- Khvajeh Beyg Location within Iran
- Coordinates: 34°53′42″N 60°21′43″E﻿ / ﻿34.89500°N 60.36194°E
- Country: Iran
- Province: Razavi Khorasan
- County: Bakharz
- District: Central
- Rural District: Malin

Population (2016)
- • Total: 83
- Time zone: UTC+3:30 (IRST)

= Khvajeh Beyg =

Village in Razavi Khorasan province, Iran

Khvajeh Beyg (خواجه بيگ) (Note: Also romanized as Khvājeh Beyg; also known as Khvājeh Beyk) is a village in Malin Rural District (Note: Formerly Bakharz Rural District) of the Central District of Bakharz County, Razavi Khorasan province, Iran.

==Demographics==
===Population===
At the time of the 2006 National Census, the village's population was 84 in 23 households, when it was in Bakharz Rural District (Note: Renamed Malin Rural District) of the former Bakharz District in Taybad County.
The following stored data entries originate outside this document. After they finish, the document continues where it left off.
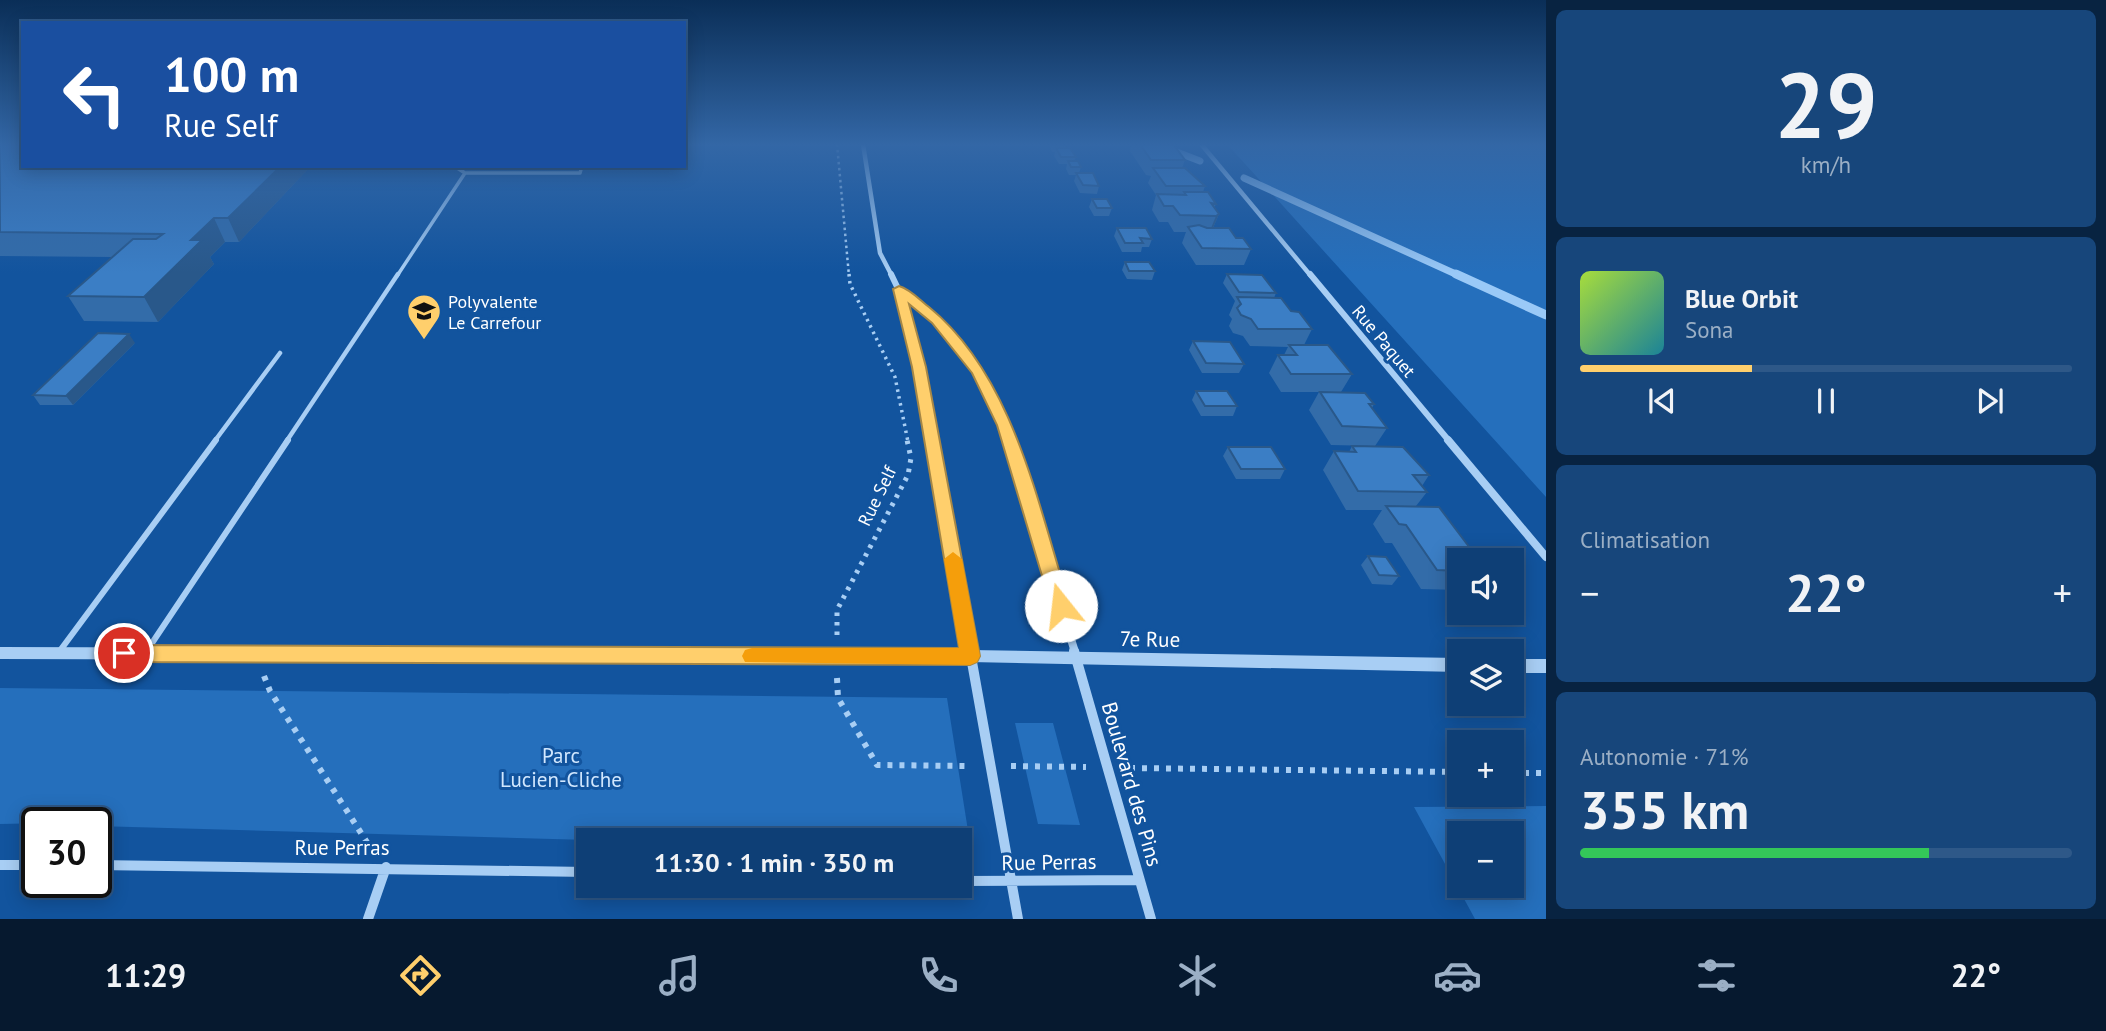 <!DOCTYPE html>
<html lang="fr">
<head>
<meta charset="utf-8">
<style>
  :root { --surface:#0e3f76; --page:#17467b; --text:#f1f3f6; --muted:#9bafc5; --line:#2e5888; --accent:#ffcf6c }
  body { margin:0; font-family:"PT Sans",sans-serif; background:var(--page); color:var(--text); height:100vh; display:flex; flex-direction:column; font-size:26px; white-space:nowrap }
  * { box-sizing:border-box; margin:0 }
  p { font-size:23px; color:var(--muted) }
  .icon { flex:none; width:38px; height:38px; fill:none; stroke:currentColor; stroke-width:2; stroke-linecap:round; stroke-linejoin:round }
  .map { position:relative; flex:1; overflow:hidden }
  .drawer { display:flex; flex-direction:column; gap:10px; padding:10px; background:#082341; width:560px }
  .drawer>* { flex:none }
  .guide { position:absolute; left:21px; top:21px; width:665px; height:147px; border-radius:0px; box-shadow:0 4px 18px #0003,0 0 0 2px var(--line); background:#1a4fa0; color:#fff; overflow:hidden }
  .fabs { position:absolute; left:1447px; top:548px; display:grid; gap:14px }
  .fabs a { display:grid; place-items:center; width:77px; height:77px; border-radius:0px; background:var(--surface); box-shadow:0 4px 18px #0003,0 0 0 2px var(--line); font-size:35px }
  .speed { position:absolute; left:21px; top:807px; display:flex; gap:14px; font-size:35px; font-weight:700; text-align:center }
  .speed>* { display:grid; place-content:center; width:91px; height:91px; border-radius:50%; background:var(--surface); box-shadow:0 4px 18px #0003,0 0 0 2px var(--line); line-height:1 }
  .speed .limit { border:4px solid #111; border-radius:10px; background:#fff; color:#111 }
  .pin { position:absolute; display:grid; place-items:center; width:60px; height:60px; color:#fff; margin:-30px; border:4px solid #fff; border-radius:50%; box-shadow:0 2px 7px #0007 }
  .me { position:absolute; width:77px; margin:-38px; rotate:344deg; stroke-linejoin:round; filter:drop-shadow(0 0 5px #0008) }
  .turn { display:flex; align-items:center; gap:24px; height:147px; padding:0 28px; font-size:32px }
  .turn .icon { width:91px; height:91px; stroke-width:2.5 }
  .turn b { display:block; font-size:49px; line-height:60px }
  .big { font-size:52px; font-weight:700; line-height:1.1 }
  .drawer .card { flex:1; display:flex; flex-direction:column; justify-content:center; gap:10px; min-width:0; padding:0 24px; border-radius:10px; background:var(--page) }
  .drawer .dial { align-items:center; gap:0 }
  .dial b { font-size:91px; line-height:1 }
  .song { display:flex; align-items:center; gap:21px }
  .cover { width:84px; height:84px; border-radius:10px; background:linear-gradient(135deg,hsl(80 70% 55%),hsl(190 70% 35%)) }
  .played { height:7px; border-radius:4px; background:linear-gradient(90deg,var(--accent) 35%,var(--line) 35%) }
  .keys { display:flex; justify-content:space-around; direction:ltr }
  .heat { display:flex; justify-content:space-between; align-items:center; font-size:38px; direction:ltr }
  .charge { height:10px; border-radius:5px; background:linear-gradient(90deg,#34c759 71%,var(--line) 0) }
  .trip { position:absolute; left:576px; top:828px; width:396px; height:70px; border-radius:0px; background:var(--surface); box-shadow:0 4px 18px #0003,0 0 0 2px var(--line); font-weight:700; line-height:70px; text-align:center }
  .tabs { display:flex; height:112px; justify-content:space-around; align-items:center; background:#06192f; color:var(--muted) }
  .tabs .icon { width:49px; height:49px }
  .tabs .on { color:var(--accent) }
  .tabs b { font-size:32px; color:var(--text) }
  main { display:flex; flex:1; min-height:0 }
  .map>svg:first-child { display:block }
  .green { fill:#256fbc; fill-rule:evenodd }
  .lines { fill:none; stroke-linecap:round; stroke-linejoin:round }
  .stream-far1 { stroke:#9ac9f7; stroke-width:7 }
  .stream { stroke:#9ac9f7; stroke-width:9 }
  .path-far3 { stroke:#a8cef4; stroke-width:2.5; stroke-dasharray:2.5 3.5; stroke-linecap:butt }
  .path-far2 { stroke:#a8cef4; stroke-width:3.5; stroke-dasharray:2.5 4.5; stroke-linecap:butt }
  .path-far1 { stroke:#a8cef4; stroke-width:5; stroke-dasharray:3.5 6; stroke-linecap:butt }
  .path { stroke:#a8cef4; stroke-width:6; stroke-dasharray:5 7; stroke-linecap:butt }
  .service-far3 { stroke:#a8cef4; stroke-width:3.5 }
  .service-far2 { stroke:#a8cef4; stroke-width:4.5 }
  .service-far1 { stroke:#a8cef4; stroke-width:6 }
  .service { stroke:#a8cef4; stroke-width:7 }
  .minor-far3 { stroke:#a8cef4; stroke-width:4.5 }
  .minor-far2 { stroke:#a8cef4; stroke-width:6 }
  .minor-far1 { stroke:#a8cef4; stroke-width:8 }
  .minor { stroke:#a8cef4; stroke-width:10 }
  .tertiary { fill:#a8cef4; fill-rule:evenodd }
  .wall { fill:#336ca9 }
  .shaded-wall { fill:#29588a }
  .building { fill:#3b7ec5; stroke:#29588a; stroke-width:2 }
  .route { fill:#ffcf6c; stroke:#a68746; stroke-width:2 }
  .slow { fill:#f59e0b }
  .labels { text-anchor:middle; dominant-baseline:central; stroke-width:6; stroke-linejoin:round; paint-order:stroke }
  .poi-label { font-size:18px; fill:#fff; stroke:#12549e; text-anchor:start }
  .street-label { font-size:18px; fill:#fff; stroke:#12549e }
  .near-street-label { font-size:21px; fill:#fff; stroke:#12549e }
  .near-park-label { font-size:21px; fill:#d1e7fe; stroke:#12549e }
</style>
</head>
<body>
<main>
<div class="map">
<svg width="1546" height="919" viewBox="0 0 1546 919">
  <rect width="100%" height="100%" fill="#12549e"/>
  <path class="green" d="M1227 144H1546V497Z
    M0 688 947 698 972 856 959 855V840H588L96 826V822L0 824Z
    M1015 723H1053L1080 825 1038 824Z
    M1546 806V919H1475L1414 807ZM1460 833H1512V886H1460Z"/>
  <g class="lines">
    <path class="stream-far1" d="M1156 144 1200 161
      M1244 178 1460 276"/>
    <path class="stream" d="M1456 274 1546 315"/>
    <path class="path-far3" d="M837 144 849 276"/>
    <path class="path-far2" d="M849 274 850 284 895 377 908 442"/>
    <path class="path-far1" d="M837 635V610L908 475 911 458 907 440"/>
    <path class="path" d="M264 676 270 691 370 847
      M837 678 838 698 877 765 970 766
      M1011 766 1086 767
      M1130 768 1460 772
      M1512 773H1546"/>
    <path class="service-far3" d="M465 173H580L582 166
      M397 276 465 173 454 166"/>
    <path class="service-far2" d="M214 442 280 353
      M286 442 398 274"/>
    <path class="service-far1" d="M59 652 216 440
      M146 652 288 440"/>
    <path class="service" d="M146 653 148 651"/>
    <path class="minor-far3" d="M863 144 880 253 892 276
      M1201 144 1311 276"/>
    <path class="minor-far2" d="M891 274C917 323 923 387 932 442
      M1310 274 1450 442
      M900 290C951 331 989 378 1009 442"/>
    <path class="minor-far1" d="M932 440 970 652
      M1009 440 1075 652
      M1448 440 1546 557"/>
    <path class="minor" d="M970 651 1018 919
      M1074 651 1151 919
      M0 865H37
      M96 865 588 872
      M959 881 1139 880
      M368 919 386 867"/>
    <path class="tertiary" d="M0 647 970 650 1460 658V672L970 662 0 659Z
      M1512 659H1546V673H1512Z"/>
  </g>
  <path class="wall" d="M0 144 23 166H311L239 242H225L210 257 214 264 158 322 84 321 68 296 112 257 0 256Z
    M1049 144H1066L1065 148 1076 157 1074 161 1081 167 1079 173 1099 186 1097 194 1080 193 1074 181 1076 175H1069L1066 169 1067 164H1059L1054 156 1055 152H1052Z
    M1110 144H1173L1185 160 1182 168 1205 186 1203 192 1216 204 1214 208 1219 214 1213 228 1236 238 1251 249 1244 265H1196L1182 243 1186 232H1174L1168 222H1159L1152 210 1156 195 1148 183 1151 176 1146 175 1130 151 1131 145Z
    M1092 199 1112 208 1109 216H1094L1089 207Z
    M1117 228 1152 239 1149 247H1142L1141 252H1122L1114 236Z
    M1125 262 1155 271 1152 280 1127 279 1122 270Z
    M1227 274 1276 293 1274 298 1312 329 1304 345 1352 374 1341 392 1374 404 1372 408 1387 428 1375 446 1429 475 1422 486 1427 492 1416 506 1460 560V590L1421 589 1392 543H1385L1373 524 1382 510H1346L1323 470 1334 451 1349 452 1352 446H1374L1331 445 1309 410 1319 392H1281L1269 373 1278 355H1284L1288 347 1250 346 1243 336 1233 333 1229 326 1232 319 1229 315 1235 301 1223 283Z
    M1193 341 1244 364 1239 373H1202L1189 350Z
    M135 343 73 405H40L33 395Z
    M1196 391 1237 406 1233 416H1201L1192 400Z
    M1228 447 1285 469 1280 479H1236L1223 456Z
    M1368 556 1399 576 1392 585 1372 584 1361 565Z"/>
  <path class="shaded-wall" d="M281 166H311L239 242 228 218Z
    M1219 214 1212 230 1209 233 1216 216Z
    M214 218 225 242 210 257 214 264 158 322 144 297 191 240Z
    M129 334 135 343 73 405 66 396Z"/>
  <path class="building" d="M0 144H23V166H281L228 218H214L191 240H202L144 297 68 296 133 239H156L163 234 0 232Z
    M1140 144H1173L1185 160H1151Z
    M1056 148H1070L1076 157H1061Z
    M1068 161H1078L1081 167H1071Z
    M1153 168H1185L1205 186H1166Z
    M1076 173H1093L1099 186 1083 185Z
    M1184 192H1208L1216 204 1211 203 1219 214 1216 216 1180 215 1173 206H1164L1157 194 1186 195Z
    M1092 199H1107L1112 208H1097Z
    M1199 225 1207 228H1229L1236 238H1243L1251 249 1202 248 1188 227Z
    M1117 228H1146L1152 239 1140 238 1143 243H1125Z
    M1125 262H1149L1155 271H1129Z
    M1227 274 1262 275 1276 293 1239 292Z
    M1237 297 1281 298 1291 311 1299 312 1312 329H1258L1251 319 1241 315 1237 308 1241 304Z
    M98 333 129 334 66 396 33 395Z
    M1193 341 1230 342 1244 364 1206 363Z
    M1289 345H1328L1352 374H1291L1278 355H1297Z
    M1196 391H1227L1237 406H1205Z
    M1320 392 1365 393 1374 404H1369L1387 428 1342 426Z
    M1352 446 1403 447 1429 475H1413L1427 492 1358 491 1334 451 1356 452Z
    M1228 447H1271L1285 469H1241Z
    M1386 506 1439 507 1479 560H1460V571L1437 570 1406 525 1399 524Z
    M1368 556 1386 557 1399 576 1379 575Z"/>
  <linearGradient id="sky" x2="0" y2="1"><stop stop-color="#0a2e57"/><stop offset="0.53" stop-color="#3367a6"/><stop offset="1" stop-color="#3367a6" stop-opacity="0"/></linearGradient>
  <rect width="1546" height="273" fill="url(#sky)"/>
  <path class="route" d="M899 286C910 289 920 300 929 307 1014 376 1038 506 1070 606L1061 613 1051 606 997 425 972 373 932 323 909 304 926 367 980 656 977 662 970 665 124 662 117 659 115 653 117 647 124 645 959 648 912 367 893 289Z"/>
  <path class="slow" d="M953 552 962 559 980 656 977 662 970 665 745 662 742 656 745 650 752 648H959L944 559Z"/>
  <defs>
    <g id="school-pin" transform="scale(1.75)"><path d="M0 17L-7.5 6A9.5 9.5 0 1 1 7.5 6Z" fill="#ffcf6c" stroke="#12549e"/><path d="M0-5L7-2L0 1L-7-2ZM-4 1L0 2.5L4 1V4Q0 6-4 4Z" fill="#111"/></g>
  </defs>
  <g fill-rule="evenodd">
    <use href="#school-pin" x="424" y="311"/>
  </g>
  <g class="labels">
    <g class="poi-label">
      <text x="448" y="301">Polyvalente<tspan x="448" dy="21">Le Carrefour</tspan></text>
    </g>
    <g class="street-label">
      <text transform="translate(1384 341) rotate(50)">Rue Paquet</text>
      <text transform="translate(877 496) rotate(-64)">Rue Self</text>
    </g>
    <g class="near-street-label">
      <text transform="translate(1150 639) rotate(1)">7e Rue</text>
      <text transform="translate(1132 784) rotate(74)">Boulevard des Pins</text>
      <text x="342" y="847">Rue Perras</text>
      <text transform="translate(1049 862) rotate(-1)">Rue Perras</text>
    </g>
    <g class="near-park-label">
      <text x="561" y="755">Parc<tspan x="561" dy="24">Lucien-Cliche</tspan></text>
    </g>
  </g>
</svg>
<div class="fabs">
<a><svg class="icon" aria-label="sound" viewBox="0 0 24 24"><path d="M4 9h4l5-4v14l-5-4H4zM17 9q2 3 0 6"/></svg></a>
<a><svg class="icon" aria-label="layers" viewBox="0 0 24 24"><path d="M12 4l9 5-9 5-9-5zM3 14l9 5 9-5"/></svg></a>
<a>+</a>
<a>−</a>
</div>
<div class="speed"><div class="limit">30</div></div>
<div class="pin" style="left:124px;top:653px;background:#d93025"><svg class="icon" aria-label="arrive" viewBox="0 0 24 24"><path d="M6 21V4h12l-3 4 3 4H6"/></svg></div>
<svg class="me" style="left:1061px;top:606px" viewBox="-20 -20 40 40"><circle r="19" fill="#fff"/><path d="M0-13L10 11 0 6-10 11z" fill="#ffcf6c"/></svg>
<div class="trip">11:30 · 1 min · 350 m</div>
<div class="guide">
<div class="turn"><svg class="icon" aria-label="left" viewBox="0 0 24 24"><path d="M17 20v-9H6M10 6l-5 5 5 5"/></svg><div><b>100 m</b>Rue Self</div></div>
</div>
</div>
<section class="drawer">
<div class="card dial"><b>29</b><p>km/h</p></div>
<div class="card">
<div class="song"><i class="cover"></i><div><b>Blue Orbit</b><p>Sona</p></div></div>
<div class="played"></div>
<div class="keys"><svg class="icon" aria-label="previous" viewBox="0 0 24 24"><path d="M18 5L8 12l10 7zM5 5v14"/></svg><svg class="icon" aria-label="pause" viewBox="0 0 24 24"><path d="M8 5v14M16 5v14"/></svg><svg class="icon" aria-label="next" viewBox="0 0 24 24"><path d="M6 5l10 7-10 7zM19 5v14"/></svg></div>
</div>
<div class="card"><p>Climatisation</p>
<div class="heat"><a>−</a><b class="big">22°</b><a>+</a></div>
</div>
<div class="card"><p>Autonomie · 71%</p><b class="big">355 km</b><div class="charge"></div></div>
</section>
</main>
<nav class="tabs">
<b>11:29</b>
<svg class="icon on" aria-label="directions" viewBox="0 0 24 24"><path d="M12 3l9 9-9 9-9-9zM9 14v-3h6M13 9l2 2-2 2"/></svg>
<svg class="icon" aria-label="music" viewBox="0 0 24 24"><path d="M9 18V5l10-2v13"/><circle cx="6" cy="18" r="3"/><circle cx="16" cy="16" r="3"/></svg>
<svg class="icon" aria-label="phone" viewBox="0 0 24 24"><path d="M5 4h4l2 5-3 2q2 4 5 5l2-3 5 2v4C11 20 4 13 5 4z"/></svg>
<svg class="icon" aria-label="climate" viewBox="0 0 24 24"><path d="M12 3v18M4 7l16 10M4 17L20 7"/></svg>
<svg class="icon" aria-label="car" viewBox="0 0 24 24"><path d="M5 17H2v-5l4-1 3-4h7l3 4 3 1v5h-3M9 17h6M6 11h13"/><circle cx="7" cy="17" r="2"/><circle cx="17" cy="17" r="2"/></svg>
<svg class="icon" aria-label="filters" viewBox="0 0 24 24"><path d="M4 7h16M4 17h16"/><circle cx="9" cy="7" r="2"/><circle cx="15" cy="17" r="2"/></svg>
<b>22°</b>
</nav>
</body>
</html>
The following census in 2011 counted 81 people in 23 households, by which time the district had been separated from the county in the establishment of Bakharz County. The rural district was transferred to the new Central District and renamed Malin Rural District. The 2016 census measured the population of the village as 83 people in 25 households.